Data records START

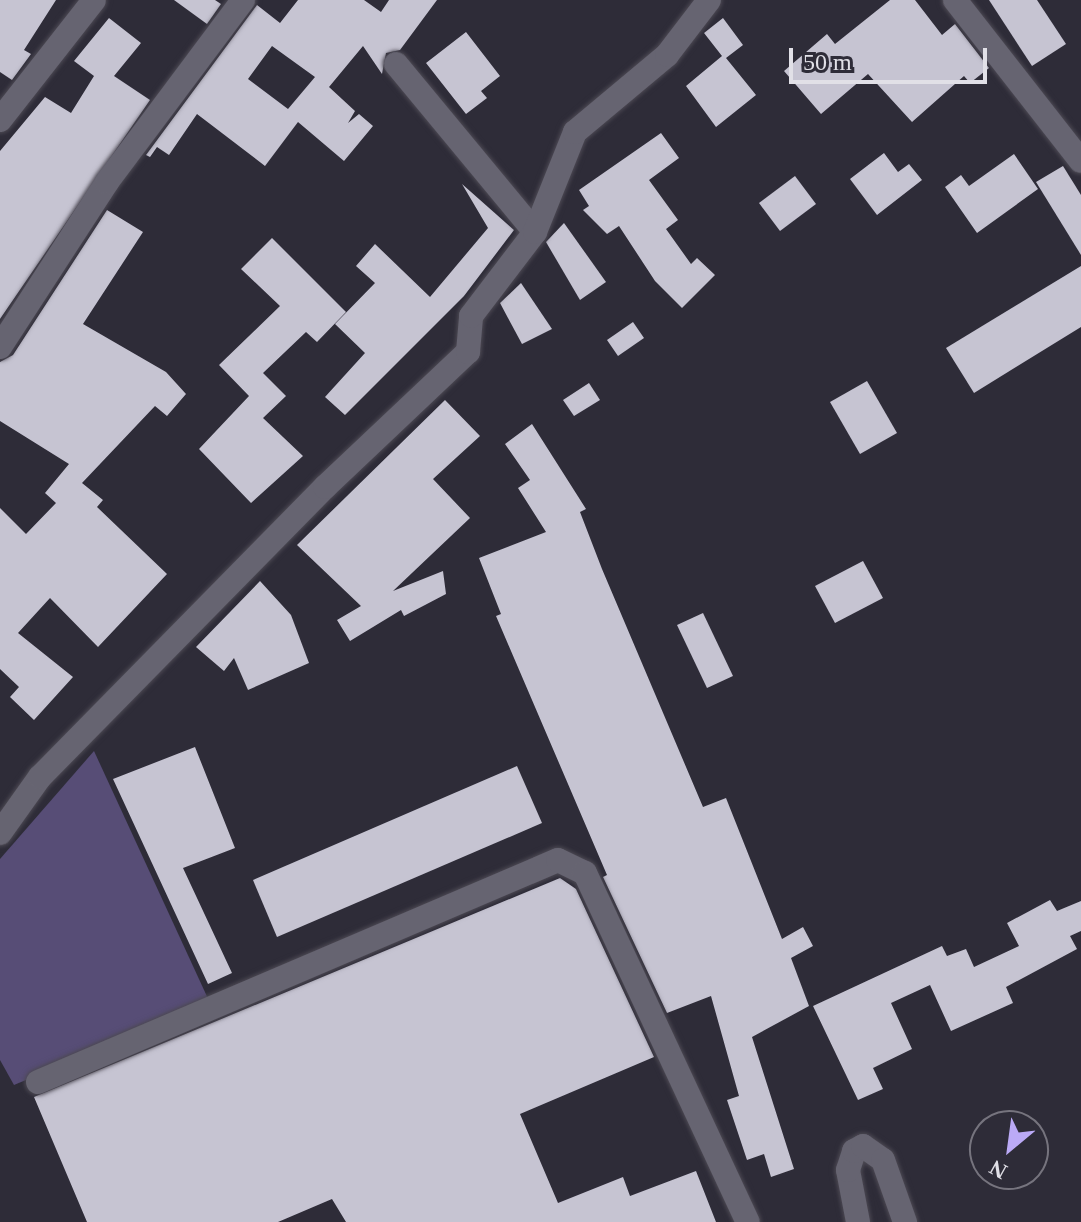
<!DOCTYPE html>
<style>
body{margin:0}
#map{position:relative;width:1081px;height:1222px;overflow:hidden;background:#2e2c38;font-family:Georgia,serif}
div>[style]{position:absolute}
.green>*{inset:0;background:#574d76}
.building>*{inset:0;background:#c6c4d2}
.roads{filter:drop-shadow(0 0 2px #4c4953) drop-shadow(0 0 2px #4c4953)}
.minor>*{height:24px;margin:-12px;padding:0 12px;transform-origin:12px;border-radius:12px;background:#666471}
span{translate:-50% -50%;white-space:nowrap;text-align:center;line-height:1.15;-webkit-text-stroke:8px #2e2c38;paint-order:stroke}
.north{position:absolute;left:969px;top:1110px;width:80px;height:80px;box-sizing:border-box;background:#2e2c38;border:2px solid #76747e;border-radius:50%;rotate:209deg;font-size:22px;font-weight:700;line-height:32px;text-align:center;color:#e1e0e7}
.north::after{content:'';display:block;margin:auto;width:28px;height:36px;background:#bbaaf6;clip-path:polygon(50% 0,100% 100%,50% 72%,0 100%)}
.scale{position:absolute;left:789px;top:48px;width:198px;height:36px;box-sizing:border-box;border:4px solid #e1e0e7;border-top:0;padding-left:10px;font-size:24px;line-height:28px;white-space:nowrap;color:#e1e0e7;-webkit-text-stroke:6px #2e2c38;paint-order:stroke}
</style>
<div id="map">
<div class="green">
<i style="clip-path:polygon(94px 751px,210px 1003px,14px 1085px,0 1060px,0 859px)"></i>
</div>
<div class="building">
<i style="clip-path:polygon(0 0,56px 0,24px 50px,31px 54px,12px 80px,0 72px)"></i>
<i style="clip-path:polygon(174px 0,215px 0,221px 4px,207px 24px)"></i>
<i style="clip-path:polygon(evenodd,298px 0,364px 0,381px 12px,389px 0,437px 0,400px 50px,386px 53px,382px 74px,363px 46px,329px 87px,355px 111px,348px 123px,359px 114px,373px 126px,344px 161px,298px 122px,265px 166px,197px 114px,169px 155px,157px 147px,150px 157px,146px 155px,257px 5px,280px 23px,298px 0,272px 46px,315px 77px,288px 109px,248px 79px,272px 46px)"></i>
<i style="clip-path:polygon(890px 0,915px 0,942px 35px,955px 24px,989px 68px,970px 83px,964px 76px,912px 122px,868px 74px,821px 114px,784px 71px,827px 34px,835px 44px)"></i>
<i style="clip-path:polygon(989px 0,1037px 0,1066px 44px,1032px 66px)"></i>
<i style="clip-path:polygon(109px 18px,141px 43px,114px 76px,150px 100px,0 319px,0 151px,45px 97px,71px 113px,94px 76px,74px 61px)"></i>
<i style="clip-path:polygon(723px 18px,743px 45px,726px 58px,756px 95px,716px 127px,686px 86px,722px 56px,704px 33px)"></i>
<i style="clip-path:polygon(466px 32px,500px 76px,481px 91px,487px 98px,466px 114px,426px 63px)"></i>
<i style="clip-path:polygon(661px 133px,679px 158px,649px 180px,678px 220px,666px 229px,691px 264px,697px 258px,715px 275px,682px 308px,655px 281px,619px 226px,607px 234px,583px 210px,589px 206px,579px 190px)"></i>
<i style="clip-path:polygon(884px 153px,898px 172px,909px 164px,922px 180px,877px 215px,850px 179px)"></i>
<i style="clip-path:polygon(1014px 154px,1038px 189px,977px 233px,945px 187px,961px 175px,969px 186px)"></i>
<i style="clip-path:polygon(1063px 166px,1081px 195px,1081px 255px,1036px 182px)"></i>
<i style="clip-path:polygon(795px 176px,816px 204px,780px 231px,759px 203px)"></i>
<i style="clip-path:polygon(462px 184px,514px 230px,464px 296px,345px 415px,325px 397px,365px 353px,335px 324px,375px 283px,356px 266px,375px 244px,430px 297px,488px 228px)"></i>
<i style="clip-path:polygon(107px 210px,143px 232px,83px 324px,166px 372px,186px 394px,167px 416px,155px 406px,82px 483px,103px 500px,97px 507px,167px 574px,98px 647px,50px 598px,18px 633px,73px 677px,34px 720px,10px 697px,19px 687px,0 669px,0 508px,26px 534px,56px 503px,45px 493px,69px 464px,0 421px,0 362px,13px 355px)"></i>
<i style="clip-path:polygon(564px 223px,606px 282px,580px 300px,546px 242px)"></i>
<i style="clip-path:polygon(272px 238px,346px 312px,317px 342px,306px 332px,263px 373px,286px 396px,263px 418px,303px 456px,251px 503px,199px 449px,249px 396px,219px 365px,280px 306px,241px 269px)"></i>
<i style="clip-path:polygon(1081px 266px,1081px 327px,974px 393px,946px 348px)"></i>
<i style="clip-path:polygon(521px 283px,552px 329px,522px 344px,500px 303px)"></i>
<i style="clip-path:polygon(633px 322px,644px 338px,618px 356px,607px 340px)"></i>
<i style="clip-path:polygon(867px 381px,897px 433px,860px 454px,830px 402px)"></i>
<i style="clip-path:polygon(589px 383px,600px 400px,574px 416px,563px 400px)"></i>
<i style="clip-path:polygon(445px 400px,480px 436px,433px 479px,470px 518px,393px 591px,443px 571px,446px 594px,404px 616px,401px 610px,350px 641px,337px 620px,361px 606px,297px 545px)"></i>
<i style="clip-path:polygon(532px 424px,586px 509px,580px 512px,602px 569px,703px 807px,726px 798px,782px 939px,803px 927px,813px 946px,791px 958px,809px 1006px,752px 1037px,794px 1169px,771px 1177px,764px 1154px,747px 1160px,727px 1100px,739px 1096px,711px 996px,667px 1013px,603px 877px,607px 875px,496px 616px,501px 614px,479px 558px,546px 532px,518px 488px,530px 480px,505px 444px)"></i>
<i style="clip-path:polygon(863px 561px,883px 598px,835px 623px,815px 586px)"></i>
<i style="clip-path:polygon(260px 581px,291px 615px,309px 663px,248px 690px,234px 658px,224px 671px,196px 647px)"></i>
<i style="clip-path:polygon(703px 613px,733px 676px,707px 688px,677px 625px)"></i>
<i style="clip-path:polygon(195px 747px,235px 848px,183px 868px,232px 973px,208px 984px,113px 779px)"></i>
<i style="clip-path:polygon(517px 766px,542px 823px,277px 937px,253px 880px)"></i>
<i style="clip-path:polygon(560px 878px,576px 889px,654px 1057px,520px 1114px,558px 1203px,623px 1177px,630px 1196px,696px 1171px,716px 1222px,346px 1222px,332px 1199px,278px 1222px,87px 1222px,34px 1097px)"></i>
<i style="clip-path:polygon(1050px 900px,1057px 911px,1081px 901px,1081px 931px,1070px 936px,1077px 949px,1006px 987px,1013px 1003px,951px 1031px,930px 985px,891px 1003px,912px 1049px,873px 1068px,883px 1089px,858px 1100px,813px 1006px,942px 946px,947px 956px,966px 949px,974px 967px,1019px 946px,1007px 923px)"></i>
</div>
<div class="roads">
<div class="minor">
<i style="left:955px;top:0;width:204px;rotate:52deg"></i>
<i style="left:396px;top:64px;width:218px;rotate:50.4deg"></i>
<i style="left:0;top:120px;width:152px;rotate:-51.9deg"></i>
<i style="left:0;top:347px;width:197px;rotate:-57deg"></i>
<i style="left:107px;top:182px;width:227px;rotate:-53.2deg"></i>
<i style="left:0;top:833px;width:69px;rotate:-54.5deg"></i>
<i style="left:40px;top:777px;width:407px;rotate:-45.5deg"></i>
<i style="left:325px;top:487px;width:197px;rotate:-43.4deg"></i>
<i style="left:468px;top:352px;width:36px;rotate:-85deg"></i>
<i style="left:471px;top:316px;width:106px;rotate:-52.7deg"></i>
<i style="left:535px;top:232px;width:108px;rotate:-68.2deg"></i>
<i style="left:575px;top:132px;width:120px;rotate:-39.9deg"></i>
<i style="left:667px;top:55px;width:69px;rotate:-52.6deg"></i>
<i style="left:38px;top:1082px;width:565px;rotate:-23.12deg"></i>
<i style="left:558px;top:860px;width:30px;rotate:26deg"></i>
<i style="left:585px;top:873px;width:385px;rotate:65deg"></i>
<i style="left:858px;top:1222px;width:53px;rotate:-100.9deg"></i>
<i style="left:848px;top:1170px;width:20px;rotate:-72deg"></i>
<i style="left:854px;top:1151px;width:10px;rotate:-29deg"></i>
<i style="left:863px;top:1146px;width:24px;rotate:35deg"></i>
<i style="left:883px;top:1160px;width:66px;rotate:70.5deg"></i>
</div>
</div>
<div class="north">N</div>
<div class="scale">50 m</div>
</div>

Data records END

> _Task directions_:
Begin at the first line of the listing and print each line exactly. Stop after the line containing "2px #4c4953) drop-shadow(0", and omit all pictures.

> _Output for this exercise_:
<!DOCTYPE html>
<style>
body{margin:0}
#map{position:relative;width:1081px;height:1222px;overflow:hidden;background:#2e2c38;font-family:Georgia,serif}
div>[style]{position:absolute}
.green>*{inset:0;background:#574d76}
.building>*{inset:0;background:#c6c4d2}
.roads{filter:drop-shadow(0 0 2px #4c4953) drop-shadow(0 0 2px #4c4953)}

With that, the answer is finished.